The Huffington Post: Survival in Pre-Civil War South: 12 Years a Slave Honored at the Lotos Club

By Regina Weinreich

The subject of race was addressed head on at a luncheon celebrating the film “12 Years a Slave,” easily the film of the year in an awards season gathering momentum. “I’m a black man, as if you didn’t notice, and part of the global identity of slavery” said director Steve McQueen on a panel led by Amanda Foreman at the Lotos Club on Tuesday. The director was seated between two of his stars Chitwetel Ejiofor and Lupita Nyong’o and in front of guests who included the luncheon’s host George C. Wolfe, Geoffrey Fletcher, Spike Lee, Thulani Davis, Walter Mosley, and many more of the city’s cultural and industry elite, but the context of McQueen’s remark was an answer to a question about his being a British citizen making art of a particularly American experience, and embarrassment. With family from the West Indies, he pointed out, we are all part of a diaspora, and that understanding makes the horrors of plantation life witnessed in his powerful movie all the more dreadful, and close to home no matter what your color or ethnicity.

Others attending included the actors Tovah Feldshuh, now in “Pippin,” and Nikki James, Tony winner for her work in “Book of Mormon.” James, soon returning to “Mormon,” and slated to play Eponine in the coming revival of “Les Mis,” said she had read for the part of Patsy, the love object of the cruel, psychopath plantation owner played by Michael Fassbinder. While James acknowledged that it is always a disappointment when a part goes to someone else, she admired Lupita Nyong’o’s work as Patsy, especially as this is the young actress’ first film and she was chosen fresh out of Yale. Beaten and tortured, Patsy picks cotton by day and prays for death by night. One of the most heartbreaking scenes is when Solomon (Ejiofor) leaves the plantation, a free man at last, but he leaves her, a soul mate, behind.

In many ways, the story of Solomon Northrup, based on his memoir of the same title, who, as a free man was kidnapped and sold into slavery, has a happy ending. He does return to family and loved ones. But Patsy as a character is emblematic of the huge numbers that never lived free lives. Despite the relief of seeing Solomon with a grandson named for him, the searing images of where he has been are unforgettable.

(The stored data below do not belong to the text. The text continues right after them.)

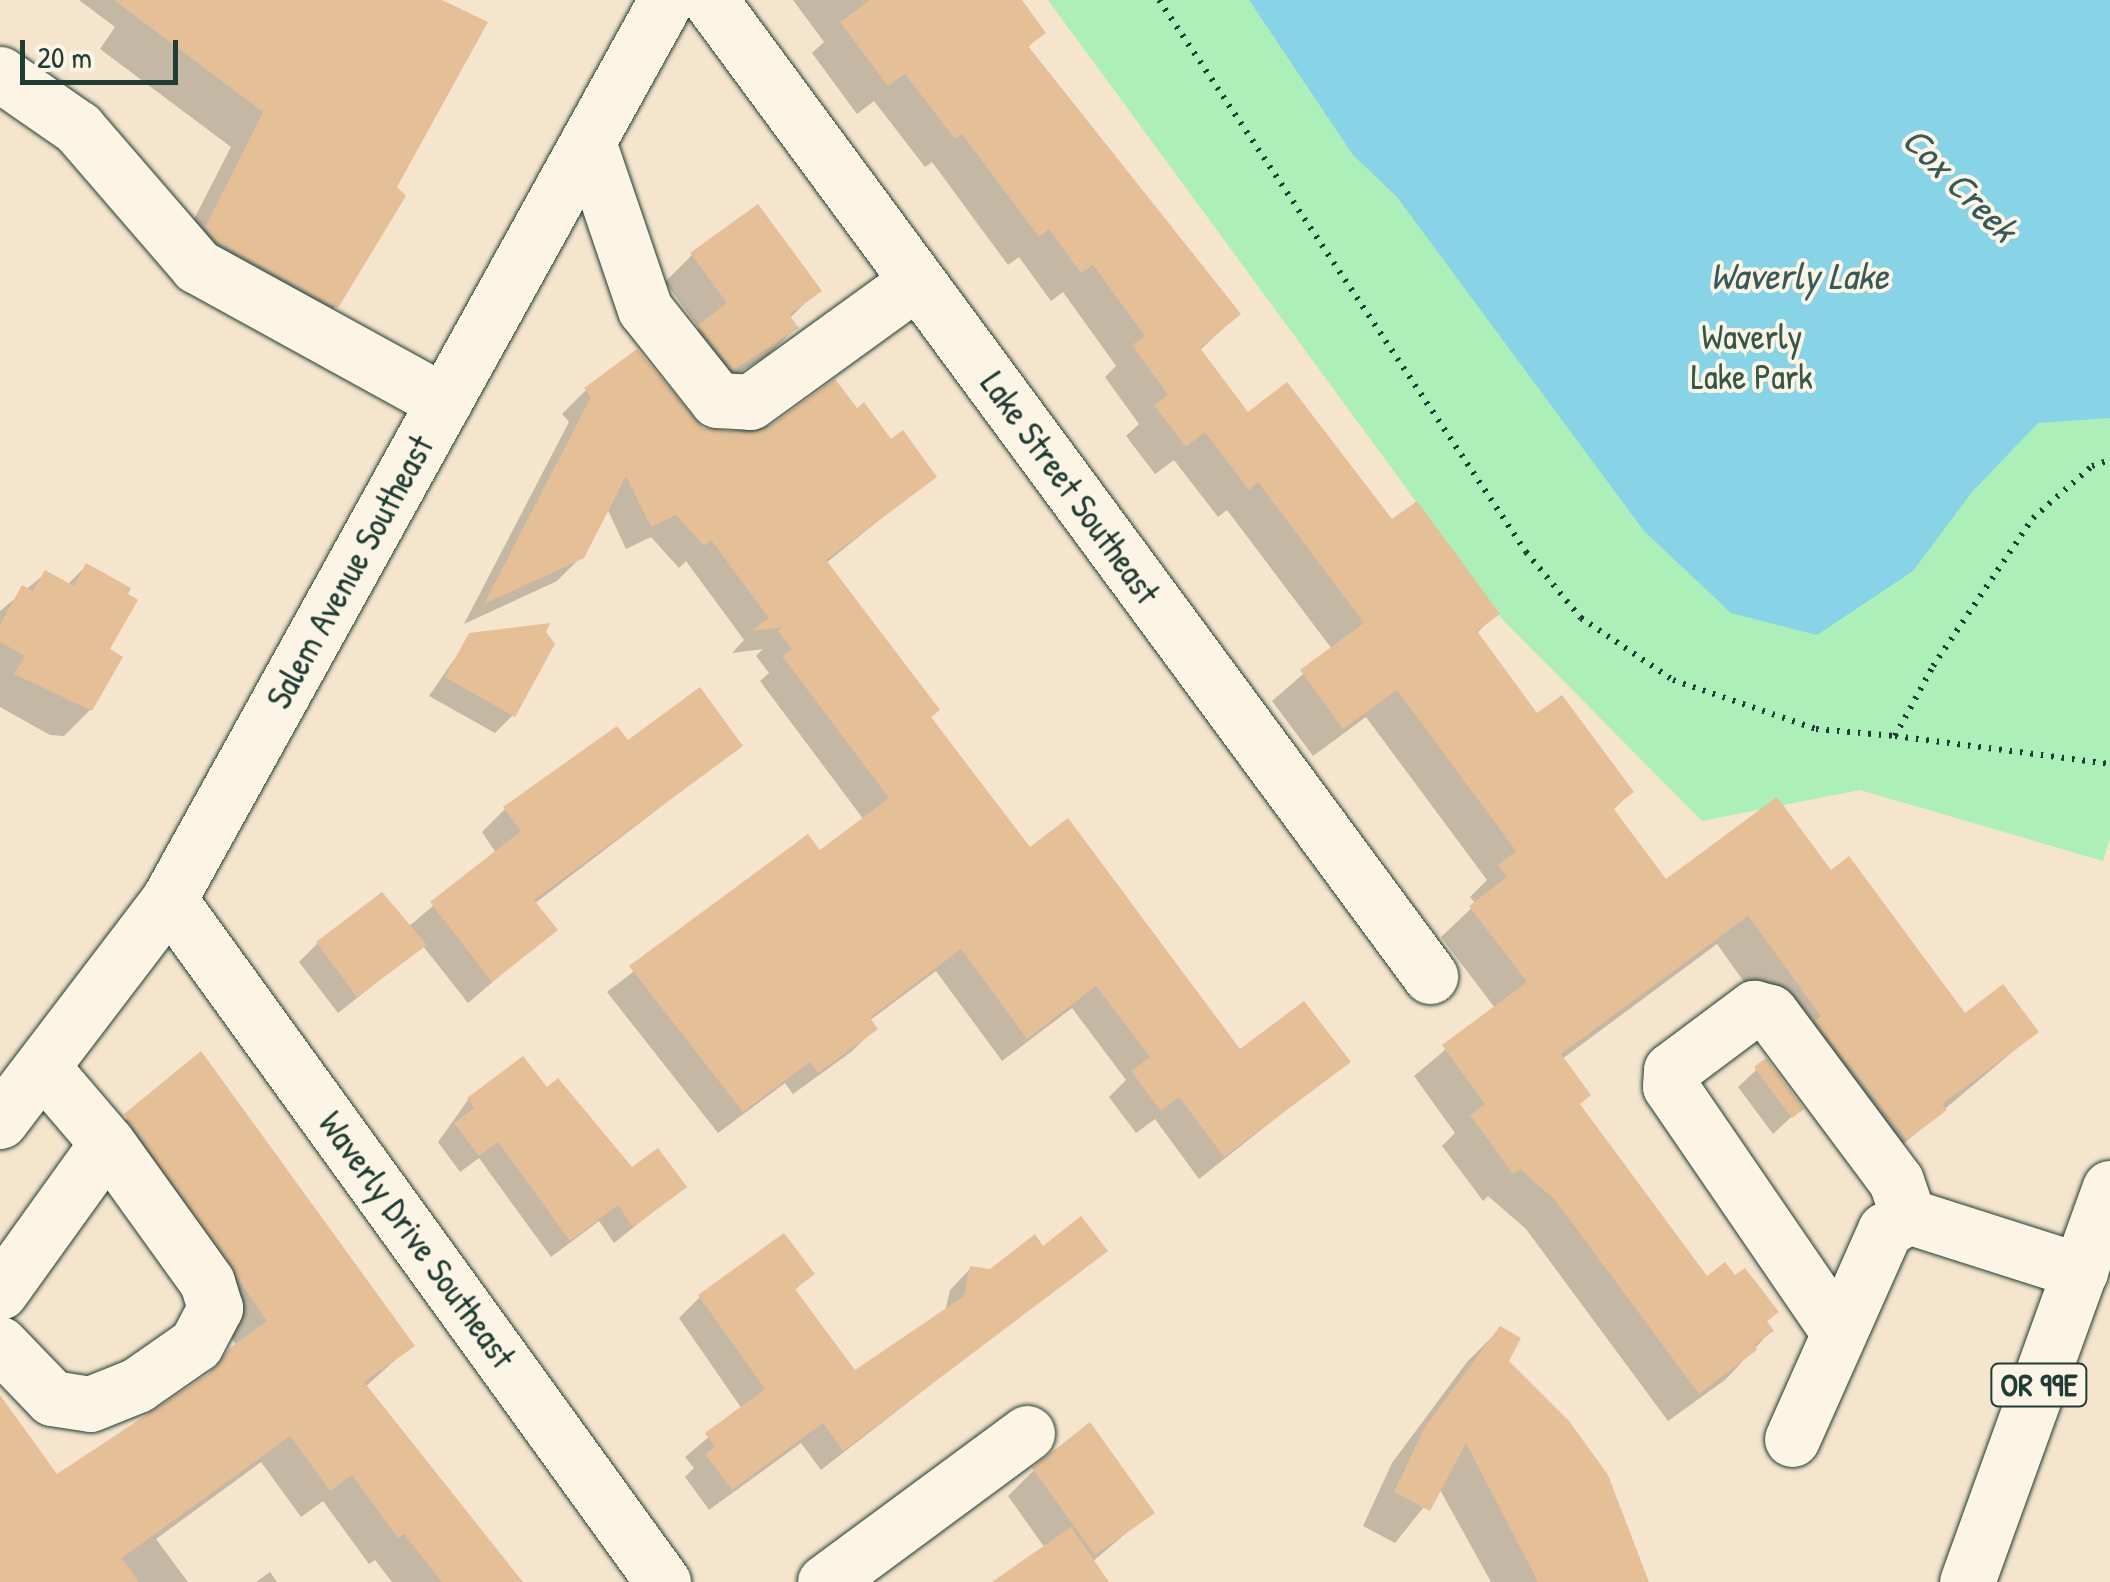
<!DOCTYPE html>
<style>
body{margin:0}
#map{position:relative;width:2110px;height:1582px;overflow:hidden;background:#f5e5cd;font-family:"Patrick Hand",sans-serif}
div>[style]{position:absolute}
.green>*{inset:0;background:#acefb9}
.water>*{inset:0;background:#87d4e6}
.shadow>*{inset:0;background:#0003}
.building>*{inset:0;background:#e5bf96}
.path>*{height:6px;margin-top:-3px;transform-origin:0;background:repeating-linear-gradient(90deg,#1f3d34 0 2.5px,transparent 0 10.5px)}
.roads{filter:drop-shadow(0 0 2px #1f3d34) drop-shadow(0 0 2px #1f3d34)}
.minor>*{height:55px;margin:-27.5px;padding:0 27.5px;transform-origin:27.5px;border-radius:27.5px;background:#fcf5e5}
.major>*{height:55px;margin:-27.5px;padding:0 27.5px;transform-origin:27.5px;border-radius:27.5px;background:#fcf5e5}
.highway>*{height:55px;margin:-27.5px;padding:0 27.5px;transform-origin:27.5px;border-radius:27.5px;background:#fcf5e5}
span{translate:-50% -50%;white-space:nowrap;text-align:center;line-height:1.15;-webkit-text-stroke:8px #fcf5e5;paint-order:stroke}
.shield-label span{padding:2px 8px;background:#fcf5e5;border:2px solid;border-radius:8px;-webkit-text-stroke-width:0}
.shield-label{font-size:32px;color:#1f3d34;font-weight:700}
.park-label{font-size:35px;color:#345848}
.street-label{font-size:35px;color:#1f3d34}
.water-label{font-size:38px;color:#345b58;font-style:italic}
.scale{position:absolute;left:20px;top:40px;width:158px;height:45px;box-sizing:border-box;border:5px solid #1f3d34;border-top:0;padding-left:12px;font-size:30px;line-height:35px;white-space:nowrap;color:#1f3d34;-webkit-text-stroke:8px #fcf5e5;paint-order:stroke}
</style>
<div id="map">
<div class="green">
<i style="clip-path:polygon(1048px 0,2110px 0,2110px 838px,2103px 861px,1860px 790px,1702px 821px,1503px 620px)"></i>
</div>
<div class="water">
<i style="clip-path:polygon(1249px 0,2110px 0,2110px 418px,2038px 423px,1972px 492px,1913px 571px,1817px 635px,1731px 613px,1644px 531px,1397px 197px,1353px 155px)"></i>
</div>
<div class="shadow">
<i style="clip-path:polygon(79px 0,437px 0,394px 188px,336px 306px,302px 340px,172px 262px,231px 147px,100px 49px,115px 27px)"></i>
<i style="clip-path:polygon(793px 0,1019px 0,1043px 33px,1027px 48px,1238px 314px,1199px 351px,1247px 416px,1392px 523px,1496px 614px,1476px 634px,1537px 716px,1631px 792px,1612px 811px,1666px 882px,1830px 873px,1964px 1016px,2036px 1032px,1876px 1167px,1717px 944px,1562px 1059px,1577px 1105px,1706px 1279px,1771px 1331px,1725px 1380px,1668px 1421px,1526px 1229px,1488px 1196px,1483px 1201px,1442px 1146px,1455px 1133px,1414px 1076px,1495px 1008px,1441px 937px,1476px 904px,1470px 897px,1487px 880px,1366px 717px,1313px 756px,1272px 701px,1332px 649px,1227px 510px,1218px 517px,1174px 460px,1155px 474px,1126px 436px,1139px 424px,1105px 377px,1116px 366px,1063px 292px,1051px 301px,1019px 257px,1008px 265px,932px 162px,925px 167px,874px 101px,857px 114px,812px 53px,824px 42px)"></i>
<i style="clip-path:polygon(692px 255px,818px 290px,789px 319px,796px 328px,769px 354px,705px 394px,673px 354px,699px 328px,665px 282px)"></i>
<i style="clip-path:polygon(586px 390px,715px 434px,856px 412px,934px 476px,826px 563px,929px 718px,1029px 851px,1239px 1053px,1347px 1062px,1199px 1179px,1155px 1119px,1136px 1133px,1109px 1097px,1126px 1080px,1072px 1008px,1002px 1061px,936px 971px,869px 1021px,875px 1029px,851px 1052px,793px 1094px,785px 1083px,718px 1133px,607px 992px,808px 838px,819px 853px,864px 820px,760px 681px,769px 673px,756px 656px,763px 649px,732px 653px,744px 640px,686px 561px,679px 568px,651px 537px,626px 549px,607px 508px,582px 556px,557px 581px,464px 624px,569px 422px,562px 414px)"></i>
<i style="clip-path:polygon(86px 566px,107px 650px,90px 710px,64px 736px,50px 735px,0 707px,0 611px,46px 573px,67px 585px)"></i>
<i style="clip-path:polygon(471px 635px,513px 715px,495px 733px,429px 696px)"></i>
<i style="clip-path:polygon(627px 744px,740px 746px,534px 904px,554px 930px,468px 1003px,423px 946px,338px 1013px,299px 962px,317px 944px,381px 896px,408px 927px,496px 853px,482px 832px,505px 809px)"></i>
<i style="clip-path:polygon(200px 1055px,412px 1345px,365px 1387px,519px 1582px,392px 1582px,375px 1560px,369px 1564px,323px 1501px,301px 1517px,261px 1462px,156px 1539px,188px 1582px,0 1582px,0 1400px,56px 1477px,200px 1382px,237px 1346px,97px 1145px)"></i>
<i style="clip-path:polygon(1765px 1062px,1800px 1109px,1773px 1134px,1738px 1087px)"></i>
<i style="clip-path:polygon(547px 1091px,632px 1170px,684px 1187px,614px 1243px,599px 1221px,551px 1257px,479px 1158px,460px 1172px,438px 1142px,468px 1100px)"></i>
<i style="clip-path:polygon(1043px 1249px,1104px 1250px,821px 1470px,801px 1443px,709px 1510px,685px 1477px,694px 1468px,685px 1457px,742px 1409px,679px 1318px,700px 1297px,811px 1274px,794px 1291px,854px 1374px,945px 1312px,950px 1290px,971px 1268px,991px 1272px)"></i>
<i style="clip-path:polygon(1500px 1329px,1505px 1362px,1606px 1477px,1645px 1582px,1491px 1582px,1439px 1488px,1395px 1543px,1363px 1526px,1392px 1463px,1467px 1362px)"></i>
<i style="clip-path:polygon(1034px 1470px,1151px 1512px,1092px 1562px,1106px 1582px,1003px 1582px,1045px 1548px,1008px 1496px)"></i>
<i style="clip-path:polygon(270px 1572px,277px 1582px,256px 1582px)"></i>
</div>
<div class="building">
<i style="clip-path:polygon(114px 0,442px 0,488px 22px,397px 187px,406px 196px,338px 308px,217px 241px,205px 227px,263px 112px)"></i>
<i style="clip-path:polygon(870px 0,1022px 0,1046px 33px,1028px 46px,1241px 314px,1200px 348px,1248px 412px,1287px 382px,1392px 519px,1417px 501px,1500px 614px,1477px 631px,1537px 713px,1562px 695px,1634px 792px,1613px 808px,1666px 879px,1777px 797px,1831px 870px,1849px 856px,1965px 1013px,2003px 984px,2039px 1032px,1942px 1104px,1947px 1110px,1907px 1140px,1815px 1021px,1821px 1016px,1748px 916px,1561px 1054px,1591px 1095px,1580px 1104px,1707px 1276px,1725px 1262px,1735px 1275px,1745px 1268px,1779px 1312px,1767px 1321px,1774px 1331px,1754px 1345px,1757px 1350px,1699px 1394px,1555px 1200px,1520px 1169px,1513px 1174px,1470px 1115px,1485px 1104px,1442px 1045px,1527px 982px,1469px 906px,1507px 877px,1498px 865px,1516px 851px,1397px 690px,1343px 729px,1300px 670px,1364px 623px,1258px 482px,1249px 490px,1205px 432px,1186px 447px,1154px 405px,1168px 395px,1132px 345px,1145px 336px,1093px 265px,1081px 273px,1049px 229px,1039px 237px,962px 134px,955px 139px,905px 74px,888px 86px,840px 22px)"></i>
<i style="clip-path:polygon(758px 204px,822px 291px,789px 315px,799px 328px,733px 370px,698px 325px,727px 303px,690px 253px)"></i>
<i style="clip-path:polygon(637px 349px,703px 428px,748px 433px,767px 428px,835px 379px,857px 408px,864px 402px,891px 439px,903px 430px,937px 477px,826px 560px,940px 710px,931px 717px,1030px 847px,1068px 818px,1240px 1049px,1304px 1001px,1351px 1062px,1224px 1157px,1179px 1097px,1161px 1111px,1131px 1071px,1150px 1057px,1096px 986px,1027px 1039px,961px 949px,870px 1018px,878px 1029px,818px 1073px,810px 1062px,743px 1112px,629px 966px,808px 834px,820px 850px,889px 798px,782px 656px,792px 649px,778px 631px,783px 627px,751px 631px,769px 618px,711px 540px,704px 546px,676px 515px,651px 527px,626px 476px,584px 558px,484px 604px,591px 397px,584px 388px)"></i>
<i style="clip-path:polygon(86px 563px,131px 588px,128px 594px,138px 600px,110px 649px,123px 657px,92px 711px,14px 674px,25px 656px,0 642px,0 625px,22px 585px,33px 591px,45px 570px,74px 586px)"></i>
<i style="clip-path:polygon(550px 623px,546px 632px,555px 644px,515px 717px,445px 677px,469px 633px)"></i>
<i style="clip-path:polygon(700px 687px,743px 746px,534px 900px,558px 930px,492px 982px,430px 902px,521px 831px,503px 807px,617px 726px,628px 740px)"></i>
<i style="clip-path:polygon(382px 892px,427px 945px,357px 997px,316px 942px)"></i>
<i style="clip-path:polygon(201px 1051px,415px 1346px,364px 1382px,523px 1582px,442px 1582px,404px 1534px,398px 1538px,352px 1475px,330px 1491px,290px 1436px,122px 1558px,139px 1582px,0 1582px,0 1395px,57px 1474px,214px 1370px,229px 1349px,267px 1321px,124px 1114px)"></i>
<i style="clip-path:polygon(523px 1056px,547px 1087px,558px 1078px,632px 1167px,658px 1148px,687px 1187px,633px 1227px,618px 1205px,570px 1241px,498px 1142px,479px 1156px,454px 1123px,474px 1108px,467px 1098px)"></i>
<i style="clip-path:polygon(1766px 1058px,1804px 1109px,1792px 1118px,1754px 1067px)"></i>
<i style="clip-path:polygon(1081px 1216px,1108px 1251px,843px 1451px,823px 1423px,732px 1490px,705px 1454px,715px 1447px,705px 1433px,765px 1389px,698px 1295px,784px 1233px,815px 1274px,795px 1289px,855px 1370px,964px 1296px,970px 1266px,990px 1269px,1035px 1234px,1043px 1246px)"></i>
<i style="clip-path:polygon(1500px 1326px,1521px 1338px,1509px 1361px,1569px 1421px,1608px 1475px,1649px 1582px,1538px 1582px,1466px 1443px,1430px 1511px,1394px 1492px,1425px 1427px)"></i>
<i style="clip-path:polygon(1090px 1422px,1155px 1513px,1095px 1555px,1032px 1468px)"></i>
<i style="clip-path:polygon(1071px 1527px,1109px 1582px,992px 1582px)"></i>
</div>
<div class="path">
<i style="left:1159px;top:0;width:663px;rotate:56.38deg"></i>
<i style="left:1526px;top:552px;width:86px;rotate:50.2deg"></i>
<i style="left:1581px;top:618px;width:111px;rotate:34deg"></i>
<i style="left:1673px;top:680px;width:151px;rotate:18.9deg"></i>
<i style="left:1816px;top:729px;width:79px;rotate:5.1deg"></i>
<i style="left:1895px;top:736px;width:80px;rotate:-61.5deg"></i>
<i style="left:1933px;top:666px;width:179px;rotate:-56deg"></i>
<i style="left:2033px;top:518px;width:79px;rotate:-41.4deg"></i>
<i style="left:2092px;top:466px;width:19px;rotate:-18deg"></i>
<i style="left:1895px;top:736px;width:217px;rotate:7.4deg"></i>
</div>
<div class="roads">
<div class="minor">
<i style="left:710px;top:0;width:1213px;rotate:53.58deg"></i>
<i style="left:0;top:74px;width:95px;rotate:34.7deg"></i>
<i style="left:78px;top:128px;width:182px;rotate:49.2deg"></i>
<i style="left:197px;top:266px;width:282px;rotate:28.8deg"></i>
<i style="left:588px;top:142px;width:176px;rotate:71.2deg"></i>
<i style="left:645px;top:309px;width:116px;rotate:51.6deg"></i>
<i style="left:717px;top:400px;width:33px;rotate:3deg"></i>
<i style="left:750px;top:402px;width:206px;rotate:-35.9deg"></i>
<i style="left:169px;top:899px;width:843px;rotate:54.12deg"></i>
<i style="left:0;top:1292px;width:183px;rotate:-54.3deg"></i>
<i style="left:1839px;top:1333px;width:299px;rotate:-124.4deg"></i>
<i style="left:1670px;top:1086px;width:16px;rotate:-86deg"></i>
<i style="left:1671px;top:1070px;width:104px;rotate:-36.8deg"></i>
<i style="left:1754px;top:1008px;width:16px;rotate:14deg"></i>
<i style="left:1770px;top:1012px;width:211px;rotate:53.3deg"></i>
<i style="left:1896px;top:1181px;width:37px;rotate:71deg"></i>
<i style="left:0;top:1344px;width:75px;rotate:46.1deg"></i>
<i style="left:52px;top:1398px;width:38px;rotate:9deg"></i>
<i style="left:90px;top:1404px;width:51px;rotate:-22deg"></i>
<i style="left:137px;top:1385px;width:72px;rotate:-34.8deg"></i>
<i style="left:196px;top:1344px;width:41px;rotate:-62.2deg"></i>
<i style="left:215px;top:1308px;width:27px;rotate:-107deg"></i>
<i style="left:207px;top:1282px;width:171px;rotate:-125.7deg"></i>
<i style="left:107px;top:1143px;width:99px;rotate:-130.5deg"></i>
<i style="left:1792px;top:1439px;width:229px;rotate:-66deg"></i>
<i style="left:1885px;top:1230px;width:27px;rotate:-31deg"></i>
<i style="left:1908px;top:1216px;width:181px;rotate:17.7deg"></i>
<i style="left:825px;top:1582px;width:251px;rotate:-36.4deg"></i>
</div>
<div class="major">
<i style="left:0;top:1121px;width:279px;rotate:-52.7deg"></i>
<i style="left:169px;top:899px;width:1027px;rotate:-61.06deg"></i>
</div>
<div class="highway">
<i style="left:1967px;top:1582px;width:419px;rotate:-70.1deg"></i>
</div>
</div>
<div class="shield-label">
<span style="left:2039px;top:1385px">OR 99E</span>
</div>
<div class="park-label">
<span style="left:1752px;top:357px">Waverly<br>Lake Park</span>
</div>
<div class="street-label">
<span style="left:1070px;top:488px;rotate:54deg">Lake Street Southeast</span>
<span style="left:350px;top:572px;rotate:-61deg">Salem Avenue Southeast</span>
<span style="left:417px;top:1240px;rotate:54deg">Waverly Drive Southeast</span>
</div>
<div class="water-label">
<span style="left:1960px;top:184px;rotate:45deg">Cox Creek</span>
<span style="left:1799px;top:276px">Waverly Lake</span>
</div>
<div class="scale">20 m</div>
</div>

One of the movie’s producers, Dede Gardner (she’s partners at Plan B with Brad Pitt who plays a heroic role both in the film as a Canadian abolitionist, and beyond, getting the film financed and green lit) noted that one of her jobs was protecting the film, fighting the fear that the subject is not commercial, is too difficult in its most extreme violent moments. Gardner is clearly building a career with fine films that have this edge. Her current project is a movie of Larry Kramer’s “The Normal Heart” starring Mark Ruffalo and Julia Roberts. As in matters of race, the politics of the AIDS epidemic in the early 1980’s, pose questions of conscience and humanity that we are all only beginning to address.